Saved data entries:
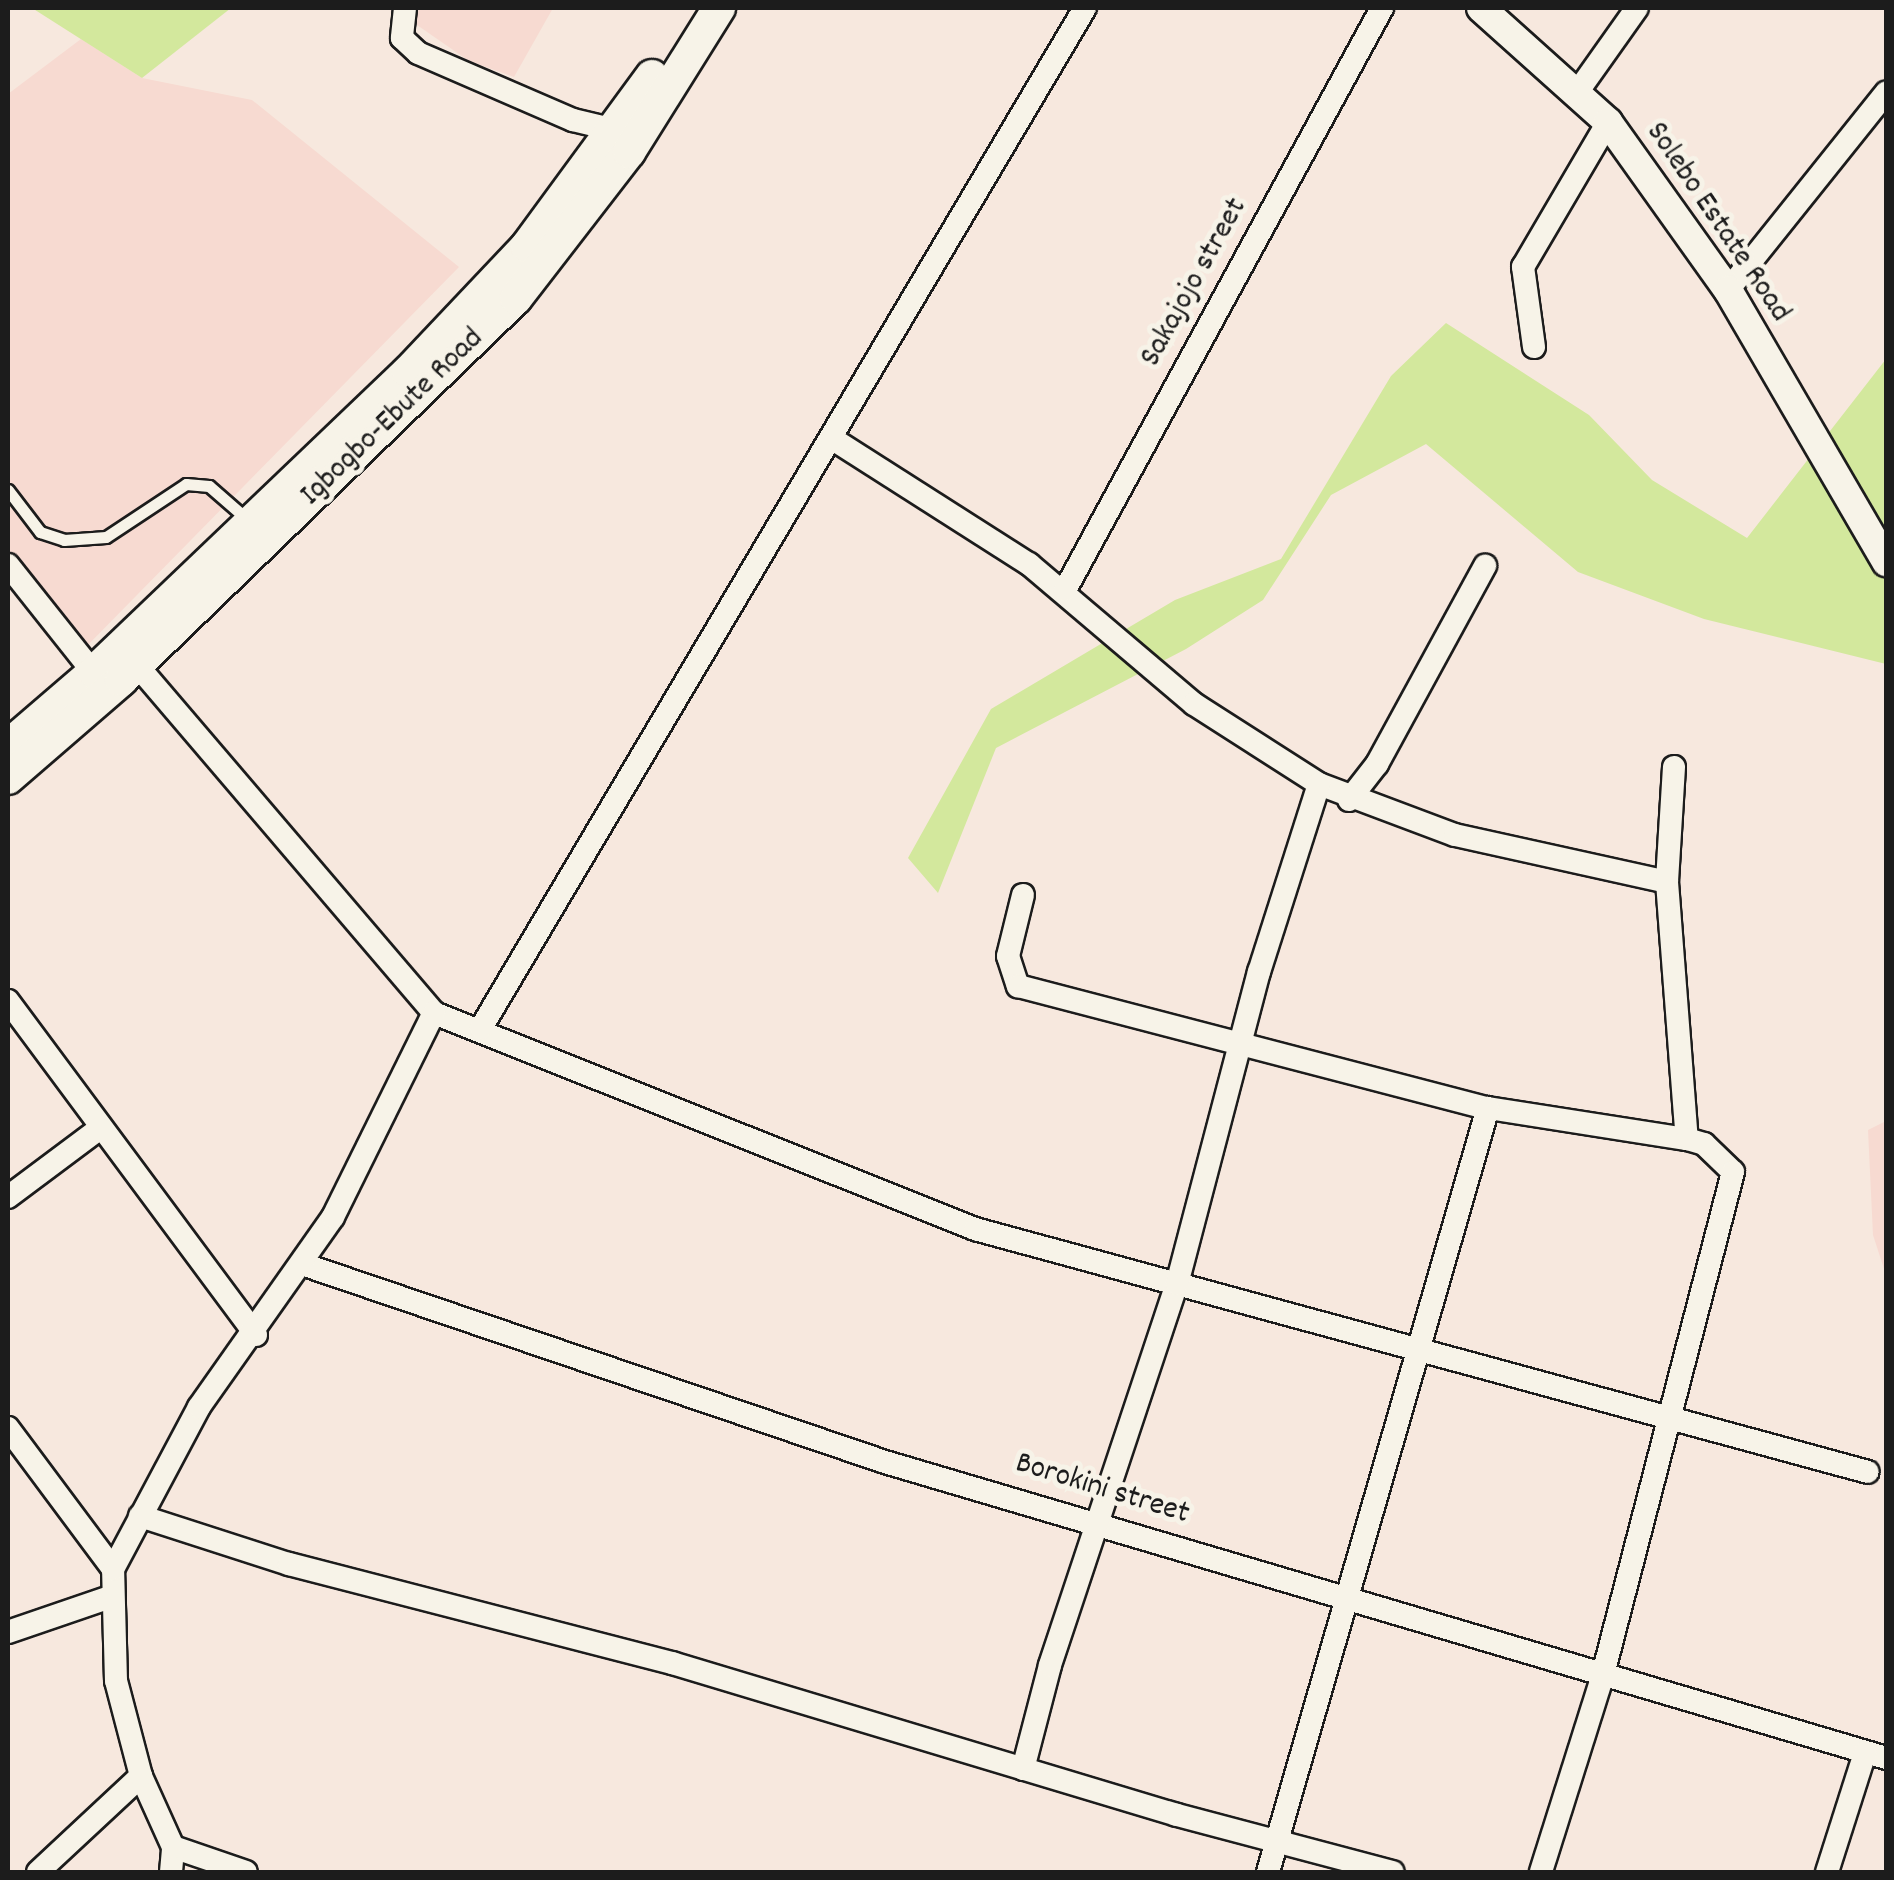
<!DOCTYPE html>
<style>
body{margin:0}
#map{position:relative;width:1894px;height:1880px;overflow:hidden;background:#f7e8de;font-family:Dekko,sans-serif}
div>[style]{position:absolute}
.built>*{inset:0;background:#f7dad1}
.green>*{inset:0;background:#d3e89d}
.roads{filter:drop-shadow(2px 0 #1c1c1c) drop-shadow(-2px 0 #1c1c1c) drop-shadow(0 2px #1c1c1c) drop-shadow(0 -2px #1c1c1c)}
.service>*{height:11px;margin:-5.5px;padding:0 5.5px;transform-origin:5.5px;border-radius:5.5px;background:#f7f3e8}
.minor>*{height:22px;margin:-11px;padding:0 11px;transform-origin:11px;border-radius:11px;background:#f7f3e8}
.tertiary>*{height:28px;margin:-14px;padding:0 14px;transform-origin:14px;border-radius:14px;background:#f7f3e8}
.secondary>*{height:32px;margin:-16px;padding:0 16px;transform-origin:16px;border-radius:16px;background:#f7f3e8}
span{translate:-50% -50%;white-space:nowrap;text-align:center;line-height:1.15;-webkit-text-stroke:10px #f7f3e8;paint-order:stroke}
.street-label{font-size:32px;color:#1c1c1c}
.frame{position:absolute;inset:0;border:10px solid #1c1c1c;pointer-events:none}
</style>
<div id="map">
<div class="built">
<i style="clip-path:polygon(417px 8px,553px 8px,514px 77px,469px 61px,417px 25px)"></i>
<i style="clip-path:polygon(81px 39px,142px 78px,252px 100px,459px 267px,83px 650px,8px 559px,8px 94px)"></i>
<i style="clip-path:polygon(1886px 1121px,1886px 1275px,1873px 1235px,1868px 1130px)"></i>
</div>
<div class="green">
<i style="clip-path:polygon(32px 8px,231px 8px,142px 78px)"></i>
<i style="clip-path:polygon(1446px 323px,1589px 415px,1652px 480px,1747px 538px,1886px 359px,1886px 664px,1704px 619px,1578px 572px,1426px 444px,1331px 495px,1263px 600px,1186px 649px,996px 748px,938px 893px,908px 858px,991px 709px,1175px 600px,1281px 559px,1391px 376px)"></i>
</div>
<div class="roads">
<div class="service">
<i style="left:8px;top:490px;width:53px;rotate:52.7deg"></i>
<i style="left:40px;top:532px;width:25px;rotate:18deg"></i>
<i style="left:64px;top:540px;width:42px;rotate:-4.1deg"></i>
<i style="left:106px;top:537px;width:96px;rotate:-33.5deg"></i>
<i style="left:186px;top:484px;width:23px;rotate:5deg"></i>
<i style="left:209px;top:486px;width:50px;rotate:41deg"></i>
</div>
<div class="minor">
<i style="left:405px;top:8px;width:30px;rotate:96deg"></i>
<i style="left:402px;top:38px;width:22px;rotate:43deg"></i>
<i style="left:418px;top:53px;width:169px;rotate:23.4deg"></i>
<i style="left:573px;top:120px;width:43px;rotate:13.4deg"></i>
<i style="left:1576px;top:94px;width:105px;rotate:-54.7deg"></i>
<i style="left:1728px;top:290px;width:253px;rotate:-51.3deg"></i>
<i style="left:1534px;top:347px;width:81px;rotate:-97.8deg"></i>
<i style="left:1523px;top:267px;width:168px;rotate:-59.6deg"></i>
<i style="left:831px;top:438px;width:235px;rotate:32.5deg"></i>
<i style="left:1029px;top:564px;width:216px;rotate:40.3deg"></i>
<i style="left:1194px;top:704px;width:148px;rotate:32.6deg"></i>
<i style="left:1319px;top:784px;width:145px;rotate:20.6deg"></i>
<i style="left:1455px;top:835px;width:217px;rotate:12.5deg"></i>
<i style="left:8px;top:565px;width:151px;rotate:51.5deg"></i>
<i style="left:1065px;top:590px;width:663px;rotate:-61.42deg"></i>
<i style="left:130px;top:657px;width:468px;rotate:49.5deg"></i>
<i style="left:434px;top:1013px;width:583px;rotate:21.76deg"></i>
<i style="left:975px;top:1229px;width:925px;rotate:15.22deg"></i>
<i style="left:1674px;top:767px;width:115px;rotate:93.5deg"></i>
<i style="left:1667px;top:882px;width:258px;rotate:85.6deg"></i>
<i style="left:1349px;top:800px;width:46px;rotate:-52.1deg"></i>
<i style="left:1377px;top:764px;width:226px;rotate:-61.4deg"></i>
<i style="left:1023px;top:895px;width:63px;rotate:103.8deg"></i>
<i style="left:1008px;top:956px;width:32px;rotate:72deg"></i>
<i style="left:1018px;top:986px;width:486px;rotate:14.6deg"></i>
<i style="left:1488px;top:1108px;width:201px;rotate:8.9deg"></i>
<i style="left:1687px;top:1139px;width:18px;rotate:16deg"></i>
<i style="left:1704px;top:1144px;width:40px;rotate:44deg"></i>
<i style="left:1733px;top:1172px;width:523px;rotate:104.51deg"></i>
<i style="left:1602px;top:1678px;width:203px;rotate:107.5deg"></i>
<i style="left:8px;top:1001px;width:416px;rotate:53.4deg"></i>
<i style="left:481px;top:1028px;width:1185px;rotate:-59.37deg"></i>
<i style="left:8px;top:1197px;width:114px;rotate:-36.8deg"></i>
<i style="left:305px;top:1265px;width:613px;rotate:18.76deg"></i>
<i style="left:885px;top:1462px;width:1044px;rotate:16.47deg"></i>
<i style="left:8px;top:1428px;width:176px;rotate:53.3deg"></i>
<i style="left:140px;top:1516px;width:157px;rotate:17.9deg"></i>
<i style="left:289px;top:1564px;width:396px;rotate:14.5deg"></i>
<i style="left:672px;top:1663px;width:527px;rotate:16.75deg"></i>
<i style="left:1177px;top:1815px;width:223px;rotate:14.8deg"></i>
<i style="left:8px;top:1632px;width:108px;rotate:-18.9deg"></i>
<i style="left:1023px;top:1769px;width:107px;rotate:-75.4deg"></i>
<i style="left:1050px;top:1665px;width:402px;rotate:-71.6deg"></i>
<i style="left:1177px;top:1284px;width:323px;rotate:-75.3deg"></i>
<i style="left:1259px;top:972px;width:197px;rotate:-72.3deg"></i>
<i style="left:173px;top:1847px;width:77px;rotate:18.9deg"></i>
<i style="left:38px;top:1872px;width:141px;rotate:-43deg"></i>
<i style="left:171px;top:1872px;width:25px;rotate:-85deg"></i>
<i style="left:173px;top:1847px;width:78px;rotate:-114.3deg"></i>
<i style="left:141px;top:1776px;width:98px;rotate:-104.7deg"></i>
<i style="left:116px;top:1681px;width:112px;rotate:-91.5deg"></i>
<i style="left:113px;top:1569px;width:183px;rotate:-62deg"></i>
<i style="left:199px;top:1407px;width:232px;rotate:-54.8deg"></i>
<i style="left:333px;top:1217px;width:228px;rotate:-63.7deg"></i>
<i style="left:1268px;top:1872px;width:795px;rotate:-73.94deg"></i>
<i style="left:1827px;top:1872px;width:125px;rotate:-72.3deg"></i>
</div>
<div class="tertiary">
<i style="left:1481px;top:8px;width:171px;rotate:41.9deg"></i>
<i style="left:1608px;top:122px;width:206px;rotate:54.5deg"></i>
<i style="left:1728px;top:290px;width:315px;rotate:59.8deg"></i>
</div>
<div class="secondary">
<i style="left:8px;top:746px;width:113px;rotate:-40.7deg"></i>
<i style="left:94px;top:672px;width:434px;rotate:-43.7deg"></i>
<i style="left:408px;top:372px;width:173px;rotate:-46.6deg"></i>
<i style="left:527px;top:246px;width:211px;rotate:-53.7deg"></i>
<i style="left:8px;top:778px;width:150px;rotate:-40.9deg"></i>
<i style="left:121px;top:680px;width:549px;rotate:-44.04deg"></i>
<i style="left:516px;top:298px;width:185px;rotate:-52.3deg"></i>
<i style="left:629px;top:152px;width:170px;rotate:-58deg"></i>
</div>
</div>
<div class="street-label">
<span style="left:1717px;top:223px;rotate:56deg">Solebo Estate Road</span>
<span style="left:1195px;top:283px;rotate:-61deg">Sakajojo street</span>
<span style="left:393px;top:418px;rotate:-44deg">Igbogbo-Ebute Road</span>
<span style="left:1102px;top:1490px;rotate:17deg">Borokini street</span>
</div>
<div class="frame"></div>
</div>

_DIRECTIONS FOR THIS TASK_
Return only the number of lines above in which the string "service" occurs.

_RESULT OF THE TASK_
2